- _Instructions for the task_: What is needed is every line of the data that includes the word "index". Please copy each one.

Segment Open

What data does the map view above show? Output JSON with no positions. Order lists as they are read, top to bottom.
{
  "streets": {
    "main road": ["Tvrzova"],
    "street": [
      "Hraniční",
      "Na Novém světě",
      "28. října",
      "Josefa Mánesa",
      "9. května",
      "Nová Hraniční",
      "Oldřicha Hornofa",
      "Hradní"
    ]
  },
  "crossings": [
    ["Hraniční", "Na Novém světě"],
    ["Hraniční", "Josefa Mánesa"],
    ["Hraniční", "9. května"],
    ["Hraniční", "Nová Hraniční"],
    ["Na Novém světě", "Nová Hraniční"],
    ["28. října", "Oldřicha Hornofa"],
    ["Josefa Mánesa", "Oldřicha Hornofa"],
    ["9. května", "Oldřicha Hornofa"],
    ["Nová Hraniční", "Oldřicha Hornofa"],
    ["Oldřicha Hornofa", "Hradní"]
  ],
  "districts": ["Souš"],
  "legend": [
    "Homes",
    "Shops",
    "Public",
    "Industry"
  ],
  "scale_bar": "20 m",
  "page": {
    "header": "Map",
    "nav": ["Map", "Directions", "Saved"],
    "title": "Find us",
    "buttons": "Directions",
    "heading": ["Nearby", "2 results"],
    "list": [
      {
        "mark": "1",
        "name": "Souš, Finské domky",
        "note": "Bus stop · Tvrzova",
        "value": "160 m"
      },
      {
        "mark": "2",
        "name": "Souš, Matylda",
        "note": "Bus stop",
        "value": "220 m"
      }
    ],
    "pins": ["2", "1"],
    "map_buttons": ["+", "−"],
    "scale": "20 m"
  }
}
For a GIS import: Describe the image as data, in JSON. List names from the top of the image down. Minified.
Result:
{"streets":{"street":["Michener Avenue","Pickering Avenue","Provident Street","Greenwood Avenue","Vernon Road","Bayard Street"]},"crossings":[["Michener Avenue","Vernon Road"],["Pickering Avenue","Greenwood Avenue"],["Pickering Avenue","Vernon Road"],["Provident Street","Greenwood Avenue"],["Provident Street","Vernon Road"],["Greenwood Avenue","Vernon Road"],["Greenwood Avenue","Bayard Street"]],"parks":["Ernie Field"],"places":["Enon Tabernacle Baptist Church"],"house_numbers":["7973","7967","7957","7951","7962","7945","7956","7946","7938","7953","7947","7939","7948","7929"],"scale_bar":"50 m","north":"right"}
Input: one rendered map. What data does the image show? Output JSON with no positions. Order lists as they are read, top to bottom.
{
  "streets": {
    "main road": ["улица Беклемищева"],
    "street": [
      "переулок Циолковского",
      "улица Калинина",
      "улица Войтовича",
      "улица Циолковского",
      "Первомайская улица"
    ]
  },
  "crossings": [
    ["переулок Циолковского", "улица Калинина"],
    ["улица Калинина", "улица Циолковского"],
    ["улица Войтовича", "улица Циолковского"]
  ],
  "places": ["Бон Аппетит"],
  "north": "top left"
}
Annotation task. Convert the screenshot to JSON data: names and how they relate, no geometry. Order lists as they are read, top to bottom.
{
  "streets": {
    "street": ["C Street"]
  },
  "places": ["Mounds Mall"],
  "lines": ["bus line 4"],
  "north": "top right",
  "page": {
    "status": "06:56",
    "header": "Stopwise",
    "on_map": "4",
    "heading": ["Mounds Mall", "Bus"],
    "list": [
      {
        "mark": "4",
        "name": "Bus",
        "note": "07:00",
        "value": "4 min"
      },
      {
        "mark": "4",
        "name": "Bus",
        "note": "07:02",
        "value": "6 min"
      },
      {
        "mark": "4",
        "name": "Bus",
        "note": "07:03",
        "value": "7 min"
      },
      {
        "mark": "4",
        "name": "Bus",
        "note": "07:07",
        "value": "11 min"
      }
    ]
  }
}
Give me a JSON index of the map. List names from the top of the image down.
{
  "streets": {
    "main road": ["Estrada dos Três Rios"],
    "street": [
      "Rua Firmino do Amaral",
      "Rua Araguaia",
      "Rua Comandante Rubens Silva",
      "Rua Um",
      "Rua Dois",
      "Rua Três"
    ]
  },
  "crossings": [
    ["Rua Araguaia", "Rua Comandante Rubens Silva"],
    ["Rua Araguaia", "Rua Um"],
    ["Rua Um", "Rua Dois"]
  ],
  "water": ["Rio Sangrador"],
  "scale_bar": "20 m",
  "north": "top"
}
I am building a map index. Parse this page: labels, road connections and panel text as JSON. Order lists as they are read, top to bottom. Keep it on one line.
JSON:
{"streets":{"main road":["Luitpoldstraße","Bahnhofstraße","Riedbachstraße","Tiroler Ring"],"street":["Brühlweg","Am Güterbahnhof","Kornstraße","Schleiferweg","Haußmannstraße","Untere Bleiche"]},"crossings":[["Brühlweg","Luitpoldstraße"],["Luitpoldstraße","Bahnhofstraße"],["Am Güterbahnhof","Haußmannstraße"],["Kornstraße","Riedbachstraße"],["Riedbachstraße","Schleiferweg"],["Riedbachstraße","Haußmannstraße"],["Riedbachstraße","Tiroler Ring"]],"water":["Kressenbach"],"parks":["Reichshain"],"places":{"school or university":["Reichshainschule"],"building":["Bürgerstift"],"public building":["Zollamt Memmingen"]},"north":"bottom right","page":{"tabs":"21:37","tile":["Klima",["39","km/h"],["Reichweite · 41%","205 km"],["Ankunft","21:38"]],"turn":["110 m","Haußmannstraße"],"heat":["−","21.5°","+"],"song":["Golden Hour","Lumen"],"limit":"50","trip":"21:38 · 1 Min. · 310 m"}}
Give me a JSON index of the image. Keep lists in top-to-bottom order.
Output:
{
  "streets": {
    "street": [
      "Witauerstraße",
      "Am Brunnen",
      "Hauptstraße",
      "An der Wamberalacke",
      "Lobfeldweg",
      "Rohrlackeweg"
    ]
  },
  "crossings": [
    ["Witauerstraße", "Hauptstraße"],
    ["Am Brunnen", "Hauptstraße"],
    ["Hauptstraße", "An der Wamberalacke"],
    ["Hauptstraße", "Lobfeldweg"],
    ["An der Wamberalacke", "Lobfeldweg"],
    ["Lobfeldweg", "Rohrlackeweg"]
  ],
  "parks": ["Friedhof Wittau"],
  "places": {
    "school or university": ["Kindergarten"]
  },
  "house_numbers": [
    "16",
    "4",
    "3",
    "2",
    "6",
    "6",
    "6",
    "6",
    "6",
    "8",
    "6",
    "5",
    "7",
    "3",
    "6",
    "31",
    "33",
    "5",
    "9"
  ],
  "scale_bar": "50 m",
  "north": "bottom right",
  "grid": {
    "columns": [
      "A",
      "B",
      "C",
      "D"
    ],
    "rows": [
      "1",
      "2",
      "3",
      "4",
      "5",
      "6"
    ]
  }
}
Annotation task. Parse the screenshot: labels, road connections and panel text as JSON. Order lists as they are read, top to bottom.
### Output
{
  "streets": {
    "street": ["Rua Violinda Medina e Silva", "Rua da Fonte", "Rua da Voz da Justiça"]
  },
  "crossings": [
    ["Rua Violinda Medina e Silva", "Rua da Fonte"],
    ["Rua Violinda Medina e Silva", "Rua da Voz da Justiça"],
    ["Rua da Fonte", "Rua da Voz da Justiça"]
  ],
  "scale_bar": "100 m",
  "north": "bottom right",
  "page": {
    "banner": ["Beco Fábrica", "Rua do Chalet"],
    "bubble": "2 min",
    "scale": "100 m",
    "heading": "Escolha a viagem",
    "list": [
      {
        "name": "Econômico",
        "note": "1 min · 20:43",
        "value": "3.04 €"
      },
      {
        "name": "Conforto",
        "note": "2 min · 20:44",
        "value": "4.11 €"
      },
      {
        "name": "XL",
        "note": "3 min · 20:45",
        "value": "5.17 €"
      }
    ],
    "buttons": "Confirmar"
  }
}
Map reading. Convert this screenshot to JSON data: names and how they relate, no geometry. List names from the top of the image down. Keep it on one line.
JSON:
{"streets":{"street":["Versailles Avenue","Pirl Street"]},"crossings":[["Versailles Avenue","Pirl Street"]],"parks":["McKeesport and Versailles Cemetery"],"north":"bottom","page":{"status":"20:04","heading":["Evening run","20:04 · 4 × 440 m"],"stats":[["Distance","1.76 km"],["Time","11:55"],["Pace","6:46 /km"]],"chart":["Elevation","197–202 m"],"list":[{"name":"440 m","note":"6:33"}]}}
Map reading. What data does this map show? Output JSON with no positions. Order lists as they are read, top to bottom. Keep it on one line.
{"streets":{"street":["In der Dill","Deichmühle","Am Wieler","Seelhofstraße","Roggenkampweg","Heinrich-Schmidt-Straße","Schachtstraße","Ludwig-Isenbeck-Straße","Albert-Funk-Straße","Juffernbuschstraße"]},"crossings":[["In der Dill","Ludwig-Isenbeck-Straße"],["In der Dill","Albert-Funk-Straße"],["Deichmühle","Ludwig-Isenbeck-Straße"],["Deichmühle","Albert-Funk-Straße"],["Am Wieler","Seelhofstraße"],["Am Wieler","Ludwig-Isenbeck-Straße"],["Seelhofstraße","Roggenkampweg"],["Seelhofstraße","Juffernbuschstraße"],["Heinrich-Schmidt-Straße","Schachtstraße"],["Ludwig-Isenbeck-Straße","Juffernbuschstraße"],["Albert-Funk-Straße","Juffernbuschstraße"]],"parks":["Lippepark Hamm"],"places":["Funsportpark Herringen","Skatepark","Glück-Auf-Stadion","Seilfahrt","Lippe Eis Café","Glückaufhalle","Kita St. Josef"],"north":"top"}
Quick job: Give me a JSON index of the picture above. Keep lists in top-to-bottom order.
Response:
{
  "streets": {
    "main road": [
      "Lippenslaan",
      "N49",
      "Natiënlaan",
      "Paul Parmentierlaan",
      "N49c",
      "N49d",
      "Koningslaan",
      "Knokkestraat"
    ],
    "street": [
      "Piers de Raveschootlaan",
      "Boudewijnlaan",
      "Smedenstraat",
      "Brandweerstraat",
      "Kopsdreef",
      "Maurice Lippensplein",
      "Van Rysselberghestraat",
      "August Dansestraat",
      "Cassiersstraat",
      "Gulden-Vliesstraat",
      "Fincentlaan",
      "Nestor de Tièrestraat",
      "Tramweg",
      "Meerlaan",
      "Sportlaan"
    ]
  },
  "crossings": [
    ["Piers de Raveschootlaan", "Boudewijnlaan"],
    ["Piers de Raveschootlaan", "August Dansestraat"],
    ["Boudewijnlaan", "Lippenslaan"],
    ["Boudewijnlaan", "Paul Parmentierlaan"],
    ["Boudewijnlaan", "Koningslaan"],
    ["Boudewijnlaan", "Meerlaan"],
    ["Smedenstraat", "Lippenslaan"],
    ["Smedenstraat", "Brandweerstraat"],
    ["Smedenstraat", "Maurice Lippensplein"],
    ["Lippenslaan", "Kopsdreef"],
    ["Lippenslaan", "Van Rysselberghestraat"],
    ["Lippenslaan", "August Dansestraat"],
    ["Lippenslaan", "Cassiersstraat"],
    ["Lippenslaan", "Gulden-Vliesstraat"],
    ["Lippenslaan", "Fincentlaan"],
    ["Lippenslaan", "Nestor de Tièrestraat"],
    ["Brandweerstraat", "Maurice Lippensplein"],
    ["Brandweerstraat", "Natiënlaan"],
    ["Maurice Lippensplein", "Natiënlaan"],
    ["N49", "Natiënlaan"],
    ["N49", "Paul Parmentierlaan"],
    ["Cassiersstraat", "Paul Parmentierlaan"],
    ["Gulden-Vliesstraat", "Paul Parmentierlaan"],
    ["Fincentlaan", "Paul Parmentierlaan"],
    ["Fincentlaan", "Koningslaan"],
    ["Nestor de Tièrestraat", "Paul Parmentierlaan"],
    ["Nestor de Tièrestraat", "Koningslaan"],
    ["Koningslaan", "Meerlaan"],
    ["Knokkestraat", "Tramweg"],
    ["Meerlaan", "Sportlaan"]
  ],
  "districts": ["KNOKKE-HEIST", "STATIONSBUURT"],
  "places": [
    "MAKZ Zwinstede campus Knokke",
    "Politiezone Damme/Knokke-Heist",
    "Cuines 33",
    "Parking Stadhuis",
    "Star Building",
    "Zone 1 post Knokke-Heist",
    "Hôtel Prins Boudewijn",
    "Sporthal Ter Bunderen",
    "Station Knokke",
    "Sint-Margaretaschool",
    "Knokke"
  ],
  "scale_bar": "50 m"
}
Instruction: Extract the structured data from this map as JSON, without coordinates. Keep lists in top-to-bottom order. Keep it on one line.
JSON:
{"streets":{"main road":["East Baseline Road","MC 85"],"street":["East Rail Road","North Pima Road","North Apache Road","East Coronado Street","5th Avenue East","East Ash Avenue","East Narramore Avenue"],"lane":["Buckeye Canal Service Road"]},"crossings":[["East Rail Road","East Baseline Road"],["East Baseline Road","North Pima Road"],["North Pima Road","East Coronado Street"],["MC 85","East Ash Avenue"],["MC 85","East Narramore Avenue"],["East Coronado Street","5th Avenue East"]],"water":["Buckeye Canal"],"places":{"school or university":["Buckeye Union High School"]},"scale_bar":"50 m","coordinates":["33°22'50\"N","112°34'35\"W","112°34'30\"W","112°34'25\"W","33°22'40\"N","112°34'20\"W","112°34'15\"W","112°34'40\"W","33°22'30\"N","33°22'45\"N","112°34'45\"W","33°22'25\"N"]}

Segment Closed

- _Task response_:
Give me a JSON index of the map. List names from the top of the image down.
I am building a map index. Parse this page: labels, road connections and panel text as JSON. Order lists as they are read, top to bottom. Keep it on one line.
Give me a JSON index of the image. Keep lists in top-to-bottom order.
Quick job: Give me a JSON index of the picture above. Keep lists in top-to-bottom order.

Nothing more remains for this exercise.